In operation, the CMC 600 torsionally and longitudinally couples the tool dock and the top drive. The adapter 621 is inserted into the bore of the sleeve 631. The tool dock 620 may be raised or the drive member 610 lowered to begin the process. The protrusion 622 is aligned and enters the notch 634. The protrusion 622 continues moving through the notch 634 until reaching an upper longitudinal end of the notch 634. The protrusion 622 and notch 634 provide torsional coupling between the drive member 610 and the tool dock 620. Reception of the protrusion 622 within the notch 634 rotationally couples the top drive to the tool bidirectionally.
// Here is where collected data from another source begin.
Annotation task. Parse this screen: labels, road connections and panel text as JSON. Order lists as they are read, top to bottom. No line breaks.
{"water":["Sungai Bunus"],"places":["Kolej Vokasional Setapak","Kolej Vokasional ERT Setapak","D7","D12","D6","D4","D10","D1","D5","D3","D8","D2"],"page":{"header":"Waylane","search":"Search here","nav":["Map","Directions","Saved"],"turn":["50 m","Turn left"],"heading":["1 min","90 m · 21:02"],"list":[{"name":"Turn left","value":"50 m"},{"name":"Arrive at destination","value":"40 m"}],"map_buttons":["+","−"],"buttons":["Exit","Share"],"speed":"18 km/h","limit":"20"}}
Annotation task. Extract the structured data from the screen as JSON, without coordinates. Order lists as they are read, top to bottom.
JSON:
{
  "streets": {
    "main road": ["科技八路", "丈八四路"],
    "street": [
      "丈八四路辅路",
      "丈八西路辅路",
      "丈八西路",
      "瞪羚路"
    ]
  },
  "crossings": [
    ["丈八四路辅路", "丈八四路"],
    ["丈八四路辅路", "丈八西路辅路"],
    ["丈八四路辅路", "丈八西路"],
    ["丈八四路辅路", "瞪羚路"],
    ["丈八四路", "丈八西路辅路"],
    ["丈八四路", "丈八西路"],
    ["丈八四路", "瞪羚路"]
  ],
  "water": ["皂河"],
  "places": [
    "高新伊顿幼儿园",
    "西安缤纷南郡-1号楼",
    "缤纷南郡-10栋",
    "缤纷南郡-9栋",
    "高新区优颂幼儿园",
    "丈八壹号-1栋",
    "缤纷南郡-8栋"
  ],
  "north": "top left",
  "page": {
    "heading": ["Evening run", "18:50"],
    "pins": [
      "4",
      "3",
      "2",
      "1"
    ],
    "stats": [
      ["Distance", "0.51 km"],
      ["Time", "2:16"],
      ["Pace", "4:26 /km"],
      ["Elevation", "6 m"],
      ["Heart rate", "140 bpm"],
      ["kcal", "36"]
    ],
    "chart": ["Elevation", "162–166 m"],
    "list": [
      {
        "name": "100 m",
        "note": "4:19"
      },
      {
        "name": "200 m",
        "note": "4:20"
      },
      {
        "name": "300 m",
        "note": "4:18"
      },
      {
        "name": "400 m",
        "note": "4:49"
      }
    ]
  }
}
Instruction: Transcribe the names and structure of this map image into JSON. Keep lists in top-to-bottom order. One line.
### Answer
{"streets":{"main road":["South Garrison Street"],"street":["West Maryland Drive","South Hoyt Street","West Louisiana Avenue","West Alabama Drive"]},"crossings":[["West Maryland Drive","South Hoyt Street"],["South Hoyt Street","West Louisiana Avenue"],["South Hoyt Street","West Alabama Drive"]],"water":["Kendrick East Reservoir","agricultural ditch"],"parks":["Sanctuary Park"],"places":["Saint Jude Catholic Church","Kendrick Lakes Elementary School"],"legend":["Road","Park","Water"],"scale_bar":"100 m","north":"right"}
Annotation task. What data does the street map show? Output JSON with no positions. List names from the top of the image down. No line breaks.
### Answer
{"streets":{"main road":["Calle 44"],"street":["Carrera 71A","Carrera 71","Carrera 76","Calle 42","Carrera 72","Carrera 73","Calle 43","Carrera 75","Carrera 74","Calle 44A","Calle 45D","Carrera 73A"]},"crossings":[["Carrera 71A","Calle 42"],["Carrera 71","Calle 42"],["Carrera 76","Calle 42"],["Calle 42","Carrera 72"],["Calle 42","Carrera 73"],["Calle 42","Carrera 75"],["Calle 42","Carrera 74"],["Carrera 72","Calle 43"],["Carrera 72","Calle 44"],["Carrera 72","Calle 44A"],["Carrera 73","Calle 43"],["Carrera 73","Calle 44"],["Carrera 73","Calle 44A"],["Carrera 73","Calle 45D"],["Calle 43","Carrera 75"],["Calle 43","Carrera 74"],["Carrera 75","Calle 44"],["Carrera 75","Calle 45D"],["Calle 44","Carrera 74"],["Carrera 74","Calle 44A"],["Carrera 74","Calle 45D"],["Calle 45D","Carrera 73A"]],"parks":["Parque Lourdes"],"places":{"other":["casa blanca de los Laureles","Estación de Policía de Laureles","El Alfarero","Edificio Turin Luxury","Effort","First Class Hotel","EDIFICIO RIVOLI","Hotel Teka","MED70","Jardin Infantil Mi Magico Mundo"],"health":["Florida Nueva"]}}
The signal pin 633 and signal connector 623 engage and provide power, electrical, data, hydraulic, pneumatic and/or other connections between the drive member 610 and the tool dock 620. Next, the actuator is operated to shift the lever 632 to the locked position, shown in FIG. 19. The lever 632 pivots relative to the sleeve 631. An arm of the lever 632 hooks underneath the protrusion 622 to support the adapter 621. The lever 632 and protrusion 622 longitudinally couple the drive member 610 and the tool dock 620.

In order to decouple the drive member 610 and the tool dock 620, the actuator returns the lever 632 to the unlocked position, shown in FIG. 18. The drive member 610 is then lifted or the tool dock 620 lowered to disengage the protrusion 622 from the notch 634, thereby torsionally decoupling the tool dock 620 from the drive member 610.

In one or more of the embodiments described herein, the lock member is at least partially disposed within the housing.

In one or more of the embodiments described herein, the coupling system includes an actuator configured to longitudinally move the lock member.

In one or more of the embodiments described herein, the actuator is disposed on an outer surface of the housing.

In one or more of the embodiments described herein, the actuator is a piston and cylinder assembly.

In one or more of the embodiments described herein, the housing has a port formed through a wall thereof.

In one or more of the embodiments described herein, the coupling system includes a tool dock.

In one or more of the embodiments described herein, the tool dock includes an adapter having a bore therethrough and longitudinally movable relative to the housing.

In one or more of the embodiments described herein, the adapter further includes quick connection pins located at a longitudinal end thereof.

In one or more of the embodiments described herein, the housing is configured to receive the adapter.

In one or more of the embodiments described herein, the latch member is at least partially disposed in a recess of the adapter in the extended position.

In one or more of the embodiments described herein, the lock member engages the latch member to retain the latch member in the extended position.

In one or more of the embodiments described herein, the coupling system includes a signal pin disposed on an outer surface of the sleeve.

In one or more of the embodiments described herein, the coupling system includes a signal connector disposed on an outer surface of the tool dock, wherein the signal connector is configured to receive the signal pin.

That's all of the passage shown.